[What to work on] Among the entries that follow, find the lines containing the string "body" and copy them.

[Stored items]
((
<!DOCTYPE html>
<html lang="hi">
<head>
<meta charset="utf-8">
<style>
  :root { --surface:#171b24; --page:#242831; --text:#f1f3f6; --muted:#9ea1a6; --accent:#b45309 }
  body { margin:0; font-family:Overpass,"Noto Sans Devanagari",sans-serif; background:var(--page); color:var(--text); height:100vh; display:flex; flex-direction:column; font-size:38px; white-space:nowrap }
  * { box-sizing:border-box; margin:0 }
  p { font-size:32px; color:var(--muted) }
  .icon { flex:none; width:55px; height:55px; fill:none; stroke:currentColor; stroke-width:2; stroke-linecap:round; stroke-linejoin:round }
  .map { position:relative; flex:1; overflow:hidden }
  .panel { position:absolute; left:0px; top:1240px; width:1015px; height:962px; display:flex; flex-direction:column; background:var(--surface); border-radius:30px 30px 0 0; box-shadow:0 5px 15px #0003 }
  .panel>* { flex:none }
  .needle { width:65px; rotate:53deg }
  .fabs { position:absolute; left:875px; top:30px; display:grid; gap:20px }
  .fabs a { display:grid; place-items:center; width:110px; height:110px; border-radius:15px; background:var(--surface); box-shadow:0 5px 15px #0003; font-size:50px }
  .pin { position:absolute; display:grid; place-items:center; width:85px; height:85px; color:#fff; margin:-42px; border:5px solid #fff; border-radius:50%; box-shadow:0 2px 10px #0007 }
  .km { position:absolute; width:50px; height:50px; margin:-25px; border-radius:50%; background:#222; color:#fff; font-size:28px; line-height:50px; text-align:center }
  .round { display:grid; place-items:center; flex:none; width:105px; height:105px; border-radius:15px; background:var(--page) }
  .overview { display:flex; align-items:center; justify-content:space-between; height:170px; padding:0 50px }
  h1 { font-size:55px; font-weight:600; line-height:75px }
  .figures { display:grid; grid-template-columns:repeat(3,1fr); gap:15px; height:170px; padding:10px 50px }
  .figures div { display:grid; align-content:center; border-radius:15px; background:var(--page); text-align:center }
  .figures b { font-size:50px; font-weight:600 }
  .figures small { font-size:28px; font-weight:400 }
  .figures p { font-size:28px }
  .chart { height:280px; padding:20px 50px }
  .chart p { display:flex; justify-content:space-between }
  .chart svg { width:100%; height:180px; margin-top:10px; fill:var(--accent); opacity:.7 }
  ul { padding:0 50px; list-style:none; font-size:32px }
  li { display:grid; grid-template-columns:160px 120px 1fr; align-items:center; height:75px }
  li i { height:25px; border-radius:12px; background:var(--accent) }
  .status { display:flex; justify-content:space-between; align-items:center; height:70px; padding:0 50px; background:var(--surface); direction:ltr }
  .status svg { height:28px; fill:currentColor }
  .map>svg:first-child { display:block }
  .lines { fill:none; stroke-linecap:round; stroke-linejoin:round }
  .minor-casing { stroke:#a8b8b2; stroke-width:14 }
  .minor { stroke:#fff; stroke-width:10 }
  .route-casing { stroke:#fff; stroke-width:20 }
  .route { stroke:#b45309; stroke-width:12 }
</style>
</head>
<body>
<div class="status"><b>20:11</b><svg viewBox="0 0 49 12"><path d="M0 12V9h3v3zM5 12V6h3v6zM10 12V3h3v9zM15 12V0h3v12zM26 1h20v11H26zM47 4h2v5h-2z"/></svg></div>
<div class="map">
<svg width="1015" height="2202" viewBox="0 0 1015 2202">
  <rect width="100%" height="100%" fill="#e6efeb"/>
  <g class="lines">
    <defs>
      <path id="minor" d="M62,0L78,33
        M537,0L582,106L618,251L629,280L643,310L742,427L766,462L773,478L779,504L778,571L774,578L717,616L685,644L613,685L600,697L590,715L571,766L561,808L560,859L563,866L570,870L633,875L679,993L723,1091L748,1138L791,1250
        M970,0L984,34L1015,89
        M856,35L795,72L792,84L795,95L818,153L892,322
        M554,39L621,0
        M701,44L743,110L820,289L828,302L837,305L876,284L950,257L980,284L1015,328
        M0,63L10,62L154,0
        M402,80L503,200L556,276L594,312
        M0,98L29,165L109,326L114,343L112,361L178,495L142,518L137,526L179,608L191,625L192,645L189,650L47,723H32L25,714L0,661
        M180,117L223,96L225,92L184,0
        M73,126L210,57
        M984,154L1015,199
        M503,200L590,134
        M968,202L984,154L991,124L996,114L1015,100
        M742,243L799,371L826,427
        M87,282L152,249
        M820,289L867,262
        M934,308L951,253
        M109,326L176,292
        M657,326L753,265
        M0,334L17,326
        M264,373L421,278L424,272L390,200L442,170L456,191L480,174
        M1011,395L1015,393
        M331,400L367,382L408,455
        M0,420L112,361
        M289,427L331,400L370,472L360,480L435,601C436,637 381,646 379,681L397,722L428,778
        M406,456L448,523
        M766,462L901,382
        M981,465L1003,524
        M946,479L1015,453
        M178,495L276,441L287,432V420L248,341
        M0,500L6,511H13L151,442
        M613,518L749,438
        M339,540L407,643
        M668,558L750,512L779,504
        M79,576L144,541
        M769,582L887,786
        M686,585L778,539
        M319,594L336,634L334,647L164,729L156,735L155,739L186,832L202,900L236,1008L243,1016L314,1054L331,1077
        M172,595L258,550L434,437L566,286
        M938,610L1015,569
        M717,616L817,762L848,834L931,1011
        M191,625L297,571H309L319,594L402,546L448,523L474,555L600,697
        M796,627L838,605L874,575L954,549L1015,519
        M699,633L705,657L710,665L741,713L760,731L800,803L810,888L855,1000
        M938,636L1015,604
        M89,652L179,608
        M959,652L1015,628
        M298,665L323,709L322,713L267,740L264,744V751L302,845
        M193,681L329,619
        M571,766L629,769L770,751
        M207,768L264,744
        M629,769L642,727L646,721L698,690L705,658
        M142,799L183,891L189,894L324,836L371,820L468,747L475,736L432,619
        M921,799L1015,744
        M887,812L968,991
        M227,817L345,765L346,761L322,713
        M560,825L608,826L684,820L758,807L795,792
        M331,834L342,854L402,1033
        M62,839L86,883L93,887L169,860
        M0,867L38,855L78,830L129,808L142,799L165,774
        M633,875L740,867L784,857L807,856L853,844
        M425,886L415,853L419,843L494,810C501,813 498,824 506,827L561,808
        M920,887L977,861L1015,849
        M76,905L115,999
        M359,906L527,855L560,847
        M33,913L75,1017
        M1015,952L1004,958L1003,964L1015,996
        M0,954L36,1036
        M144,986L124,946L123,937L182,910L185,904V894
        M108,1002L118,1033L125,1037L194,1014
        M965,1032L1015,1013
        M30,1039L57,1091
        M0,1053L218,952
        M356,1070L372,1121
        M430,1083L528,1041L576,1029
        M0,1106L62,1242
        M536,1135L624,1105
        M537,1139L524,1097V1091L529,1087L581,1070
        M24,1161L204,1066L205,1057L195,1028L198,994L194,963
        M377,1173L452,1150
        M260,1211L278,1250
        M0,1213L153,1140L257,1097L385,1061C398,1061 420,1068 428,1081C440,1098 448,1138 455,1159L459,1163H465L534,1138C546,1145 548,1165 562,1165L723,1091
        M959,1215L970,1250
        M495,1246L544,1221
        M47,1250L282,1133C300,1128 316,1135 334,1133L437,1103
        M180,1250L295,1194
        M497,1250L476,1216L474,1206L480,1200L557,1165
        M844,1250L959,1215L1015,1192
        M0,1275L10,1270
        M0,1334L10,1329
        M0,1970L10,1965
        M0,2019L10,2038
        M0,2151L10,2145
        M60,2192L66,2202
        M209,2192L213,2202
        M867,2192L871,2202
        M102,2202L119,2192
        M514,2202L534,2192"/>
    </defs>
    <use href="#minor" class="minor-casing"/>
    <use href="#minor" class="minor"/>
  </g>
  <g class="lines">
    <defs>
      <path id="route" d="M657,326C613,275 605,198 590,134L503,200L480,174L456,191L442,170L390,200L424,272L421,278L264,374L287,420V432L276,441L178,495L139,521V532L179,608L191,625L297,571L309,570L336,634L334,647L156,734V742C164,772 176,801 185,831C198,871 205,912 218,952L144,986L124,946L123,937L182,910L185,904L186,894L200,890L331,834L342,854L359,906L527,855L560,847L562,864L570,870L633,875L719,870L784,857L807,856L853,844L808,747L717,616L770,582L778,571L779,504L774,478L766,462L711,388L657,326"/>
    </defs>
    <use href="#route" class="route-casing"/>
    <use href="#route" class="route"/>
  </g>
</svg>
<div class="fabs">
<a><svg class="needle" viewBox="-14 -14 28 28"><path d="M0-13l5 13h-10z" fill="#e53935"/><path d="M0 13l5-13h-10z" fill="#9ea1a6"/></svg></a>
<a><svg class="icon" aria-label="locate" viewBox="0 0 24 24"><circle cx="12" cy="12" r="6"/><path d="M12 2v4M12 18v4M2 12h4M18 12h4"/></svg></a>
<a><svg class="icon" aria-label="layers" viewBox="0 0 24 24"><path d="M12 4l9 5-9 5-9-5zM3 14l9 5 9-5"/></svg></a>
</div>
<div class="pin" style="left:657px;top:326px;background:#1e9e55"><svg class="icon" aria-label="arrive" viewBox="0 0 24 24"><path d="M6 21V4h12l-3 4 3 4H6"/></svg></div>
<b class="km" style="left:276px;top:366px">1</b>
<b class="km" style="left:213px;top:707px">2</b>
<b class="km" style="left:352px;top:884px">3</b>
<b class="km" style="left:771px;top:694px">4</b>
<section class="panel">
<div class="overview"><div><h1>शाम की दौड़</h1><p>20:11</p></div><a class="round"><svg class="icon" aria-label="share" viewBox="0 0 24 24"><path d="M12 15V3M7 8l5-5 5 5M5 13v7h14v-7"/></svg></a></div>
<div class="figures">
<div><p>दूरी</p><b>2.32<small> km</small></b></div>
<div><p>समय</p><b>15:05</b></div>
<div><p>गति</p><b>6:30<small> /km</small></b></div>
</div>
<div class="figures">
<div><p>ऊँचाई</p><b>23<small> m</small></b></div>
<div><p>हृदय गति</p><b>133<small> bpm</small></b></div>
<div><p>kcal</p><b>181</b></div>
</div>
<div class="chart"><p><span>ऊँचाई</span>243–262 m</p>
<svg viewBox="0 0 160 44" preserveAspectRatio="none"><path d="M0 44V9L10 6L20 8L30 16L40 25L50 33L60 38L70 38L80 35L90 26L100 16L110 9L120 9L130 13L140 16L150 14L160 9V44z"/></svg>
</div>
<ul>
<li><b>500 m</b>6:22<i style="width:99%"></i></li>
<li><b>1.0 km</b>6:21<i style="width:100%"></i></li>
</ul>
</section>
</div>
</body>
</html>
))
[Result of the task]
  body { margin:0; font-family:Overpass,"Noto Sans Devanagari",sans-serif; background:var(--page); color:var(--text); height:100vh; display:flex; flex-direction:column; font-size:38px; white-space:nowrap }
<body>
</body>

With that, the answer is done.